About the BBVA Foundation Frontiers of Knowledge Awards
The BBVA Foundation centers its activity on the promotion of world-class scientific research and cultural creation, and its transmission to society, along with the recognition of talent through families of awards organized alone or in conjunction with scientific societies and the Spanish National Research Council (CSIC) .
The BBVA Foundation Frontiers of Knowledge Awards, funded with 400,000 euros in each of their eight categories, recognize and reward contributions of singular impact in basic sciences, biomedicine, environmental sciences and climate change, social sciences, economics, the humanities and music. The goal of the awards, established in 2008, is to celebrate and promote the value of knowledge as a global public good, the best tool at our command to confront the defining challenges of our time and expand individual worldviews. Their eight categories are congruent with the knowledge map of the 21st century.
A total of 34 Frontiers of Knowledge laureates in the 17 editions held to date have gone on to win the Nobel Prize.
The BBVA Foundation is partnered in these awards by the Spanish National Research Council (CSIC), the country’s premier public research organization.

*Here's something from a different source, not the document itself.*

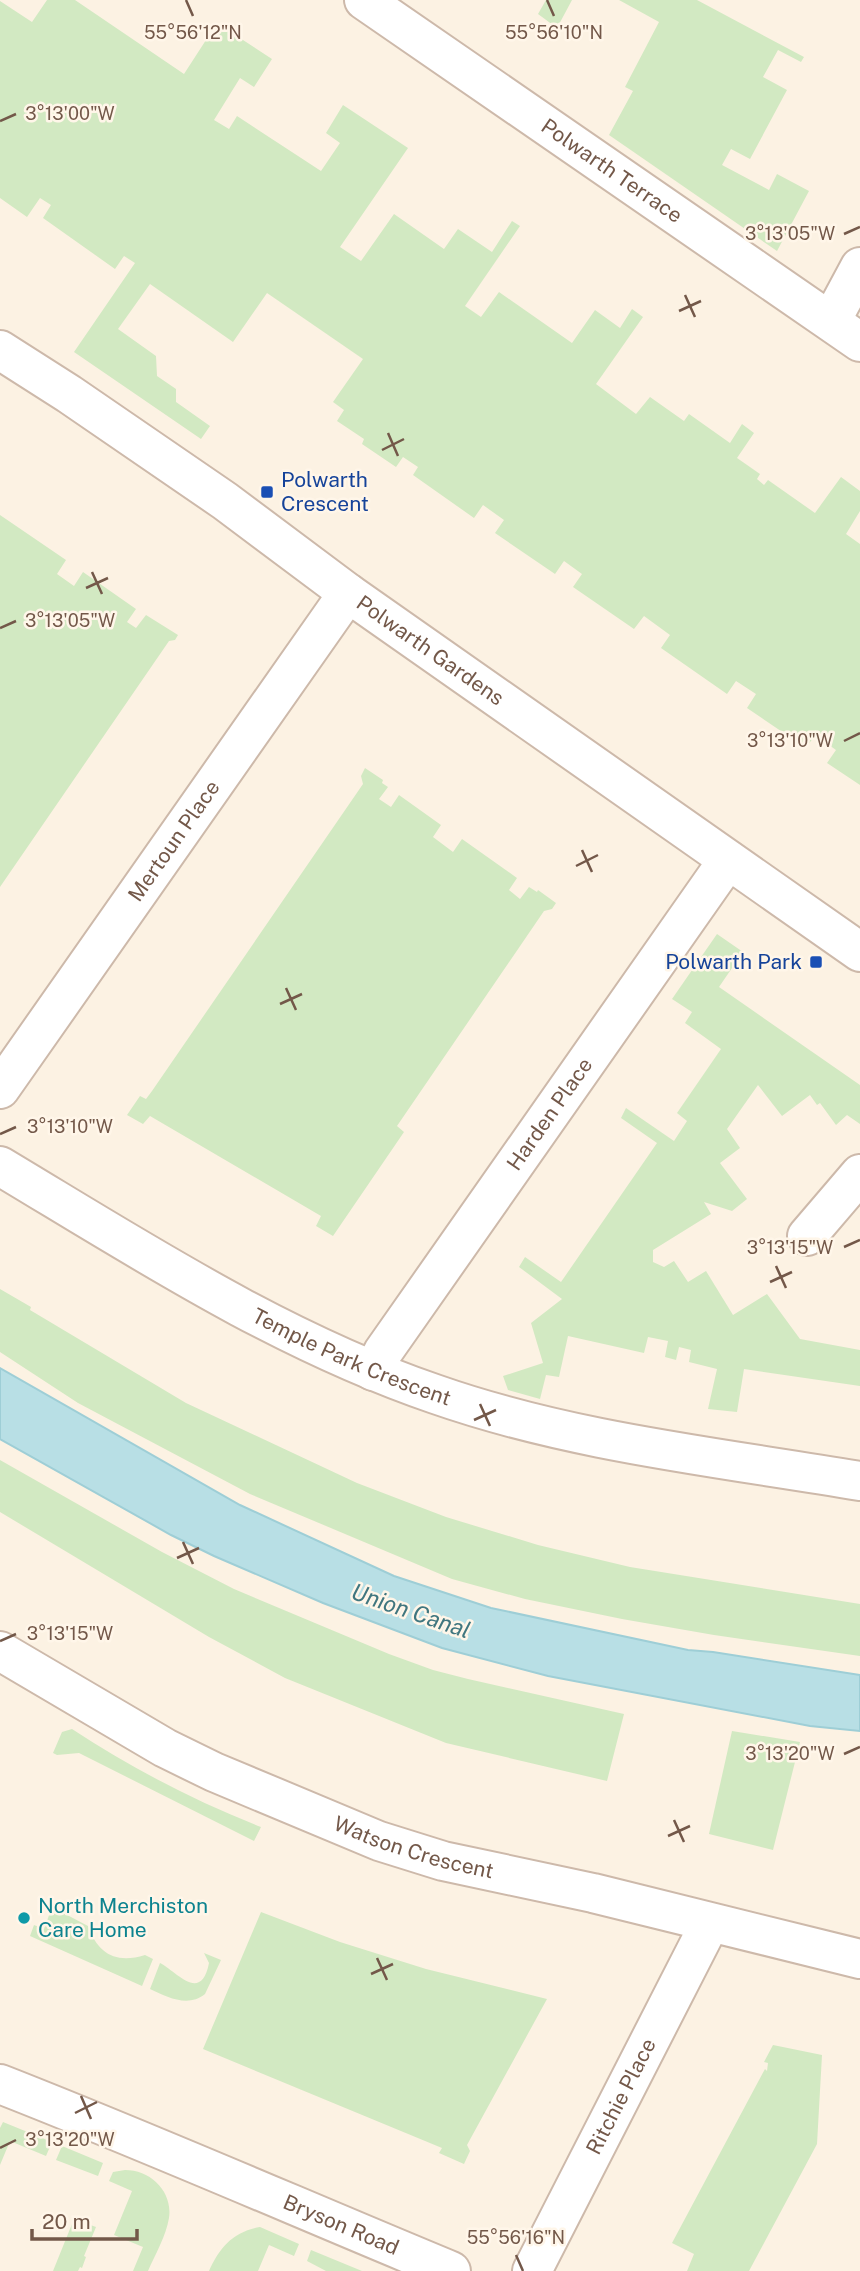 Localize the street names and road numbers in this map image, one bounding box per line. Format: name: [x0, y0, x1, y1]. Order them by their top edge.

CSIC appoints evaluation support panels made up of leading experts in the corresponding knowledge area, who are charged with undertaking an initial assessment of candidates and drawing up a reasoned shortlist for the consideration of the award committees. CSIC is also responsible for designating each committee’s chair across the eight prize categories and participates in the selection of remaining members, helping to ensure objectivity in the recognition of those who have achieved particularly significant advances in science and in music. The presidency of CSIC also has a prominent role in the awards ceremony held each year in Bilbao, the permanent home of the BBVA Foundation Frontiers of Knowledge Awards.